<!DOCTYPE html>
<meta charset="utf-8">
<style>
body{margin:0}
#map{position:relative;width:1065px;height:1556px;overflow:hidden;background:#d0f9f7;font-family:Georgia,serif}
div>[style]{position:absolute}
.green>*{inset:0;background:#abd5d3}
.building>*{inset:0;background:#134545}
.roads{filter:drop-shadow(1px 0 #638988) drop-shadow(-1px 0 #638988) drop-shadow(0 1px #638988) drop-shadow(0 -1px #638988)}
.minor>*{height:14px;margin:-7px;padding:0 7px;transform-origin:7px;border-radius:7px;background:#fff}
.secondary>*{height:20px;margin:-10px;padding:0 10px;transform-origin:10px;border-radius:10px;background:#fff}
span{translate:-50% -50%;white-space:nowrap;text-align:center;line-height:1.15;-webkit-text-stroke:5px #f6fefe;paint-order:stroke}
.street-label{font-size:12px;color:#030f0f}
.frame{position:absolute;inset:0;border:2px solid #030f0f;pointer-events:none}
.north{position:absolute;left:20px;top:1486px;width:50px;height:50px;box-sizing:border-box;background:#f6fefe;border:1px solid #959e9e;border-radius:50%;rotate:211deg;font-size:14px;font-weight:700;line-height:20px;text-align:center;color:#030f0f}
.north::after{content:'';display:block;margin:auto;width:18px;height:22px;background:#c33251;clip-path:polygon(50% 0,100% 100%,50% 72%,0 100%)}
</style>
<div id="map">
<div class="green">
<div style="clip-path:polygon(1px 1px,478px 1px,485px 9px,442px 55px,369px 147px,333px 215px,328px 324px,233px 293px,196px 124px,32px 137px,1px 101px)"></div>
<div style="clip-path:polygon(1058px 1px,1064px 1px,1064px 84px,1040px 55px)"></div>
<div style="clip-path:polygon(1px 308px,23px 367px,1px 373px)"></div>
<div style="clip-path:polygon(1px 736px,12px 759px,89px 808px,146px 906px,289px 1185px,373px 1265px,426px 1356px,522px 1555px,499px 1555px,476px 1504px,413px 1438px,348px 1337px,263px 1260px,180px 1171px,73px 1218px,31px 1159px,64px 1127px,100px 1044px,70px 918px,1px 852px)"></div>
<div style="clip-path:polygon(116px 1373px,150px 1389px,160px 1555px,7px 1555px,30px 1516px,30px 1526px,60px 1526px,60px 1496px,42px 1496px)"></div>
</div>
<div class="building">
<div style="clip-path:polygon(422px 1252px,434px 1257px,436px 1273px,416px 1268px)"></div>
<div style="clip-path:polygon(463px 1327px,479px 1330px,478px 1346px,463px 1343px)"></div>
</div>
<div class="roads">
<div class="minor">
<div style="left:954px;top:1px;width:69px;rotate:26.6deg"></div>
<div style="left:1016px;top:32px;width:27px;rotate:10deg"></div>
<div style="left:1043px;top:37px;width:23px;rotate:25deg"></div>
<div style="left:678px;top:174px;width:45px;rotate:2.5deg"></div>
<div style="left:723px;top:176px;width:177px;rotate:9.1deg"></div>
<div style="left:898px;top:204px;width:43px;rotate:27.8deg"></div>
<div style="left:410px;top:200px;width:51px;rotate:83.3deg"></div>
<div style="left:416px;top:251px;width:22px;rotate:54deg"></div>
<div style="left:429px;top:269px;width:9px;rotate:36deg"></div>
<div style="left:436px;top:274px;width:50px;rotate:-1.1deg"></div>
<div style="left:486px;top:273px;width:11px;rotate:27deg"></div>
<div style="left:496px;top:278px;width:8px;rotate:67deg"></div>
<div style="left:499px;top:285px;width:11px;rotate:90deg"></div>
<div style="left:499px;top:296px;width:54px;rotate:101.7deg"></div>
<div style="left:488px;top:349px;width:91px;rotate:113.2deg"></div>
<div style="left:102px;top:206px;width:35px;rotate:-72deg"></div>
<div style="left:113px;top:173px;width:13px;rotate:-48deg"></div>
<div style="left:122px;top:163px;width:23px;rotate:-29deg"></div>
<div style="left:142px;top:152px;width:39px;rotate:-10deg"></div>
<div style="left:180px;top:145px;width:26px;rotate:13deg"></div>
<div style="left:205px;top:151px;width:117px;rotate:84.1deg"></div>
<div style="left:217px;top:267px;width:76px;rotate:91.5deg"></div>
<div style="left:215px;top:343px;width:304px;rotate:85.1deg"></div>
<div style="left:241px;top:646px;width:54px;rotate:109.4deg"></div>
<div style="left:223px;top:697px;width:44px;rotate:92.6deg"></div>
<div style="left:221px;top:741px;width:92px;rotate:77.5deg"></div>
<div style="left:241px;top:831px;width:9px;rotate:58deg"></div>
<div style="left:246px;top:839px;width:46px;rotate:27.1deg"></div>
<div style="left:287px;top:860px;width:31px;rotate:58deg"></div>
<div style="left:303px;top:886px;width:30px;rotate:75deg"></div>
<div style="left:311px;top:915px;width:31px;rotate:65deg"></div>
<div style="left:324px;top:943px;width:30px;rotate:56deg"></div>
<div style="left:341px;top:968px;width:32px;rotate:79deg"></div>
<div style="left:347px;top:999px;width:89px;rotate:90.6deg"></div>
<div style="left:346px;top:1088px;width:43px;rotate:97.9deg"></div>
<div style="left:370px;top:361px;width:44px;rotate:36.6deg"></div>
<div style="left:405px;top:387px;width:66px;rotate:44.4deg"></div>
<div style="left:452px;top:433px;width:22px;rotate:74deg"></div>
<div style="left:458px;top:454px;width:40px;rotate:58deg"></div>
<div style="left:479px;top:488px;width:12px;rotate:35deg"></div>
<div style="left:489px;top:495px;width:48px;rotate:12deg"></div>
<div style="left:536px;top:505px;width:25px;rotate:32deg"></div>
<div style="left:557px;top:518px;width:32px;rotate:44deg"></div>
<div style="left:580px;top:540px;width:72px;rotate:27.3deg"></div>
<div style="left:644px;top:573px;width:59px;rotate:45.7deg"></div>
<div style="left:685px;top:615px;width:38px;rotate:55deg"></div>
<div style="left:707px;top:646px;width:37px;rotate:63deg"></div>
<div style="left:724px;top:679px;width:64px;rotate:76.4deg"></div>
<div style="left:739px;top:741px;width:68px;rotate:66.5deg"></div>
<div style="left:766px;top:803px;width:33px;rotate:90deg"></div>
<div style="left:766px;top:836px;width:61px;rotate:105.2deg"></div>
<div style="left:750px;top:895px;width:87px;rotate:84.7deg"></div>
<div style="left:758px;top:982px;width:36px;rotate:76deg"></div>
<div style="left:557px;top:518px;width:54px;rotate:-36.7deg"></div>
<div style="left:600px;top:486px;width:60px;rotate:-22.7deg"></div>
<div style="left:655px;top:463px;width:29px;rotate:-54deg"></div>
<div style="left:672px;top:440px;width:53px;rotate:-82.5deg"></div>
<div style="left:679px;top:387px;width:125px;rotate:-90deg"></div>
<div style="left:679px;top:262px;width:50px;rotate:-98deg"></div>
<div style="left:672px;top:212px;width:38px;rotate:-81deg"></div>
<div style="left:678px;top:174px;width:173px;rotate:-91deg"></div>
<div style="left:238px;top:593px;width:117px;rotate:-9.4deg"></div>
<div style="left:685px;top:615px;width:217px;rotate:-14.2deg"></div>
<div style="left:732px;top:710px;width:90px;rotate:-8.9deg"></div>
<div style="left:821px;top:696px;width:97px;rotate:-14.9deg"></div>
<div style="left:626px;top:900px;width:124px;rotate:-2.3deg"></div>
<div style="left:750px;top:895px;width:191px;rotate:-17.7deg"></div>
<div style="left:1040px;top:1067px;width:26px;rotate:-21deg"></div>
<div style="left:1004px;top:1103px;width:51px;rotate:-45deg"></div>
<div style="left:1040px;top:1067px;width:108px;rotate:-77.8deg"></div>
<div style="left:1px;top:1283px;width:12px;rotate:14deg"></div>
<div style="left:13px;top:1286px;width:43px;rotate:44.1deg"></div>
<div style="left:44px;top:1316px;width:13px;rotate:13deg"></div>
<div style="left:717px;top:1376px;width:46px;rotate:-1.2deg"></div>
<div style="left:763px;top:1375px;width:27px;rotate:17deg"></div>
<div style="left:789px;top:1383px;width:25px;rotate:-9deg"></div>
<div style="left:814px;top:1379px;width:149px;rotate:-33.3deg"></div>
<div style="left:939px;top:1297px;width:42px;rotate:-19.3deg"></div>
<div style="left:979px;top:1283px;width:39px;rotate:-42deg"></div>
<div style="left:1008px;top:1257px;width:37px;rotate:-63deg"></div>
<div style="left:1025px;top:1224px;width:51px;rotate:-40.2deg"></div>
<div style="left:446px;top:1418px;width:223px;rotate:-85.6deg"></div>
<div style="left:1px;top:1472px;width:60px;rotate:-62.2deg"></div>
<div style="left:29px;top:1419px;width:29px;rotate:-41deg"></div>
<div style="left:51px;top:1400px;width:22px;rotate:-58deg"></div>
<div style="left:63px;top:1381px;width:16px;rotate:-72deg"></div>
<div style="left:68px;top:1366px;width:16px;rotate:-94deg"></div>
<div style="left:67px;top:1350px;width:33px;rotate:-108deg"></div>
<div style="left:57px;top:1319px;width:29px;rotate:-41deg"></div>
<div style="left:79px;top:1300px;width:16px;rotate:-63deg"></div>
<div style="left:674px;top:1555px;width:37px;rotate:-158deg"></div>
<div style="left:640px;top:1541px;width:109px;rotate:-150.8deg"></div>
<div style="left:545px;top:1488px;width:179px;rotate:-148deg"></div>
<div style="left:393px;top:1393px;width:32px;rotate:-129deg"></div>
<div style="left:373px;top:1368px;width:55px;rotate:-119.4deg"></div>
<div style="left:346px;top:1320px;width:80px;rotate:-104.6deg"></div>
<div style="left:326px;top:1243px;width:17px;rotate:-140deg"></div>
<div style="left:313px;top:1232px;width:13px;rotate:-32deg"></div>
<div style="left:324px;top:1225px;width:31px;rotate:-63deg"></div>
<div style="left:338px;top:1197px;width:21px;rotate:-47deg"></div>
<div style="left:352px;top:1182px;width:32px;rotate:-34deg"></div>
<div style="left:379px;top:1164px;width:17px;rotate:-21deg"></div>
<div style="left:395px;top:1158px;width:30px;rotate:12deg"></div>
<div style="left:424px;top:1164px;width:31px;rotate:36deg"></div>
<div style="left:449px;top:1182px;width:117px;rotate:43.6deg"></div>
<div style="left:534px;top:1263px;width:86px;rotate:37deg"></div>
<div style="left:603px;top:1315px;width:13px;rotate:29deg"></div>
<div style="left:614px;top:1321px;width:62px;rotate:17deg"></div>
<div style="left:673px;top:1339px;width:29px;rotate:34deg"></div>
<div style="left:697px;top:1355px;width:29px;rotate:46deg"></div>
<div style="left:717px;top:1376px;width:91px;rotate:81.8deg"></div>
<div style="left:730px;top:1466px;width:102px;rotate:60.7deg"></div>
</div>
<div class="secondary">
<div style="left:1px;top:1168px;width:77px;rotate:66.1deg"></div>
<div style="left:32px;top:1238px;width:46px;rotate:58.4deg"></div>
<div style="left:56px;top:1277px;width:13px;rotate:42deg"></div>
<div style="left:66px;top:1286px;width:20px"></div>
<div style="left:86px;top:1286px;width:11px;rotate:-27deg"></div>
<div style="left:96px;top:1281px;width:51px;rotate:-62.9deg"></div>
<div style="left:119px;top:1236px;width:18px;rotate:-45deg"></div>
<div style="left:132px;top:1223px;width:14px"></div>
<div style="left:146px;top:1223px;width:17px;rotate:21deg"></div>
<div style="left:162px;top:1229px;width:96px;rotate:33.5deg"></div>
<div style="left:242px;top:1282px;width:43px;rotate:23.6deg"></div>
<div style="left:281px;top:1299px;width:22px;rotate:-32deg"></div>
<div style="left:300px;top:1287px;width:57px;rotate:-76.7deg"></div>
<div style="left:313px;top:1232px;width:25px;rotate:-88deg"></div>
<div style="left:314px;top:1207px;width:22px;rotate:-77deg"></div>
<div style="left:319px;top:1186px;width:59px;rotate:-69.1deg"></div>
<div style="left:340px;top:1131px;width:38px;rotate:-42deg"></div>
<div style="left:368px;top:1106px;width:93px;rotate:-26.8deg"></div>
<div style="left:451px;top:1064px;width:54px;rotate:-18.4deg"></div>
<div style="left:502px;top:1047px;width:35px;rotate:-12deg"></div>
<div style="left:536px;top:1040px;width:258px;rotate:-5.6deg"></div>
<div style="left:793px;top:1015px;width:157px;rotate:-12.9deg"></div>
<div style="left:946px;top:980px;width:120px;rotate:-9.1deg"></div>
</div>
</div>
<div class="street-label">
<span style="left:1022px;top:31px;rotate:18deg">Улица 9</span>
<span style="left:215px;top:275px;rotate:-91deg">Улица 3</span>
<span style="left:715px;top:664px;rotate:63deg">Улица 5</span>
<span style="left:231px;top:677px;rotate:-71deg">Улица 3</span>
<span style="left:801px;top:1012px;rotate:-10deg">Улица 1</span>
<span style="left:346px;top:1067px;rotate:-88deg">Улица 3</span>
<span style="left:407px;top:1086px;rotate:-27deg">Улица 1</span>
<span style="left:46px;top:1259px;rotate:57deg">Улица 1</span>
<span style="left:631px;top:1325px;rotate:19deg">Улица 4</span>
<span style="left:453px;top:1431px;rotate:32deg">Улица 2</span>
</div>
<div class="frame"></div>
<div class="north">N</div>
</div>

## Exercise requirements
Give back exactly the lines from the beginning of the records through the line containing "0 #638988) drop-shadow(-1px", and only those.

## Final answer
<!DOCTYPE html>
<meta charset="utf-8">
<style>
body{margin:0}
#map{position:relative;width:1065px;height:1556px;overflow:hidden;background:#d0f9f7;font-family:Georgia,serif}
div>[style]{position:absolute}
.green>*{inset:0;background:#abd5d3}
.building>*{inset:0;background:#134545}
.roads{filter:drop-shadow(1px 0 #638988) drop-shadow(-1px 0 #638988) drop-shadow(0 1px #638988) drop-shadow(0 -1px #638988)}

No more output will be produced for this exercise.